● Task to carry out:
Throughout the material, count the lines with the word "roads" in them, and answer with only the figure.
┄┄┄┄┄┄┄┄┄┄
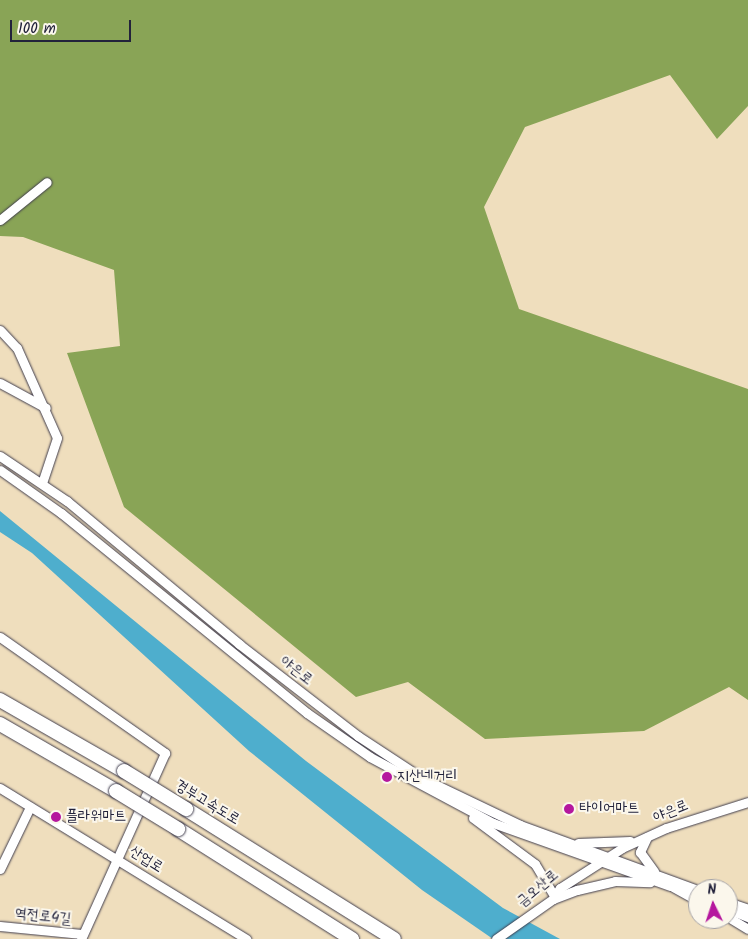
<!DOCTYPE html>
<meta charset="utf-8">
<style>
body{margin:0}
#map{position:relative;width:748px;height:939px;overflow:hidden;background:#efdebd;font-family:Kalam,"Poor Story",sans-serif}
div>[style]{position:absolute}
.forest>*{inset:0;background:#89a456}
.water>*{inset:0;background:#4eaecd}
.roads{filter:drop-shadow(0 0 1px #413e4e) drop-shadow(0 0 1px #413e4e)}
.minor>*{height:9px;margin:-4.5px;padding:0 4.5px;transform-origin:4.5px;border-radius:4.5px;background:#fff}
.highway>*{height:14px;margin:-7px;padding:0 7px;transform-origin:7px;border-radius:7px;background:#fff}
.bridges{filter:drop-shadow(0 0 1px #413e4e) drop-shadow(0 0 1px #413e4e)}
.highway-bridge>*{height:14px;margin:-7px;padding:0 7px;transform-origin:7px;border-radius:7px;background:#fff}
.dots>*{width:14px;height:14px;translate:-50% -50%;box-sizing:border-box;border:2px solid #fbf7ec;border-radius:50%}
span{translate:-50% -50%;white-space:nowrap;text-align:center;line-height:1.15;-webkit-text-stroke:4px #fbf7ec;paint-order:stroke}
.street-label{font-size:15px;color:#22223b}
.poi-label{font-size:15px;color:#22223b}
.left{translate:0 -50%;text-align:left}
.north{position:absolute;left:688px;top:879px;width:50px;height:50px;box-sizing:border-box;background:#fbf7ec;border:1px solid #a4a2a5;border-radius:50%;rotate:356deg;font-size:14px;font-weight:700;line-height:20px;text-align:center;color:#22223b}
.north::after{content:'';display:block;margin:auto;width:18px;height:22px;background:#b5179e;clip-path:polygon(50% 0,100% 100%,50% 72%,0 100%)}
.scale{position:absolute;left:10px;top:20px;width:121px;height:22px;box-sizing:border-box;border:2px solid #22223b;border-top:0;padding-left:6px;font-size:15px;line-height:18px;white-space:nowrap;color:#22223b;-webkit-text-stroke:4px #fbf7ec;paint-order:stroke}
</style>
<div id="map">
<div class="forest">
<div style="clip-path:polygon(0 0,748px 0,748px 106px,717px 139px,670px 75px,525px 127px,484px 207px,519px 309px,748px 389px,748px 700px,729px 687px,644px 731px,485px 739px,408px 682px,356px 697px,124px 507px,67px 353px,120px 346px,114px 270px,23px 237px,0 236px)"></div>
</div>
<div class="water">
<div style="clip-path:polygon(0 511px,306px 761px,503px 908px,560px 939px,493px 939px,422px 890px,249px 751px,32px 553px,0 532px)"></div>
</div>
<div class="roads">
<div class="minor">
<div style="left:0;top:220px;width:60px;rotate:-39deg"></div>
<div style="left:0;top:330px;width:25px;rotate:47deg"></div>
<div style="left:17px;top:348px;width:98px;rotate:66deg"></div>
<div style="left:57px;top:438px;width:47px;rotate:108.4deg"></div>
<div style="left:0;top:383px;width:52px;rotate:28.5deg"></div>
<div style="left:0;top:456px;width:81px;rotate:33.9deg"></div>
<div style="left:67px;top:501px;width:224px;rotate:39.7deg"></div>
<div style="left:239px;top:644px;width:150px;rotate:37.7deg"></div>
<div style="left:358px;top:736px;width:77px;rotate:33.3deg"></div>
<div style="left:422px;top:778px;width:109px;rotate:25.6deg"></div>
<div style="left:520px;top:825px;width:189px;rotate:20.1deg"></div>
<div style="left:0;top:470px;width:75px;rotate:35.2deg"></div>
<div style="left:61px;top:513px;width:317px;rotate:39.1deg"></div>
<div style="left:307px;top:713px;width:77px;rotate:34.9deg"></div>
<div style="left:370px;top:757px;width:140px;rotate:28.2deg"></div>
<div style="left:493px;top:823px;width:188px;rotate:19.6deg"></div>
<div style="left:0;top:637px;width:202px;rotate:35.1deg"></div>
<div style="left:165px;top:753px;width:204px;rotate:114.3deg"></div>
<div style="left:0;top:788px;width:289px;rotate:31.5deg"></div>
<div style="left:473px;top:818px;width:77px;rotate:36.6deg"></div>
<div style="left:535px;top:864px;width:37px;rotate:59deg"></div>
<div style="left:647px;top:837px;width:17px;rotate:115deg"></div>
<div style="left:640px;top:852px;width:24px;rotate:54deg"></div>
<div style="left:578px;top:843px;width:52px;rotate:-2.2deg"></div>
<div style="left:0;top:869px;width:69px;rotate:-64.2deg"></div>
<div style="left:673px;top:887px;width:29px;rotate:29deg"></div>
<div style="left:553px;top:899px;width:13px;rotate:-58deg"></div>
<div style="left:560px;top:888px;width:74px;rotate:-32.8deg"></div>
<div style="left:622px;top:848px;width:48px;rotate:-24.4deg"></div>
<div style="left:666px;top:828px;width:86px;rotate:-17.6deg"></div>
<div style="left:728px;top:902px;width:21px;rotate:19deg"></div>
<div style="left:728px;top:909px;width:22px;rotate:22deg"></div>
<div style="left:728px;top:917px;width:23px;rotate:31deg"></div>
<div style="left:0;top:926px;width:82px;rotate:5.6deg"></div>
<div style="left:496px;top:939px;width:70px;rotate:-35.1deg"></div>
<div style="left:553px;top:899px;width:26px;rotate:-21deg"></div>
<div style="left:577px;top:890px;width:39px;rotate:-13deg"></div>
<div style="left:615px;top:881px;width:35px;rotate:2deg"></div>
</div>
<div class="highway">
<div style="left:0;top:700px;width:143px;rotate:29.8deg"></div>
<div style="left:0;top:724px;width:134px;rotate:30deg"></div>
<div style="left:186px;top:809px;width:245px;rotate:32deg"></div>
<div style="left:178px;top:829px;width:206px;rotate:32.3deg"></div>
</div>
</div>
<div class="bridges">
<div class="highway-bridge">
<div style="left:124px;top:771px;width:73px;rotate:31.5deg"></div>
<div style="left:116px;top:791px;width:73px;rotate:31.5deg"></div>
</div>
</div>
<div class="dots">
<div style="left:387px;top:777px;background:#b5179e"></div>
<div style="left:569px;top:809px;background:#b5179e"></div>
<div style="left:56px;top:817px;background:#b5179e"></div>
</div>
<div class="street-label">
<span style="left:296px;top:671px;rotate:38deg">야은로</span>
<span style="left:207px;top:803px;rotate:31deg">경부고속도로</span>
<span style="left:671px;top:812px;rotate:-22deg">야은로</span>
<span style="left:146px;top:860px;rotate:32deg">산업로</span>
<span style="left:538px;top:889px;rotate:-40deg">금오산로</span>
<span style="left:43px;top:917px;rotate:6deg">역전로4길</span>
</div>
<div class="poi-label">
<span class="left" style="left:397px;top:777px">지산네거리</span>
<span class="left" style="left:579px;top:809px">타이어마트</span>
<span class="left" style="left:66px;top:817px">플라워마트</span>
</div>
<div class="north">N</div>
<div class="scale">100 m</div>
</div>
┄┄┄┄┄┄┄┄┄┄
● Answer section:
2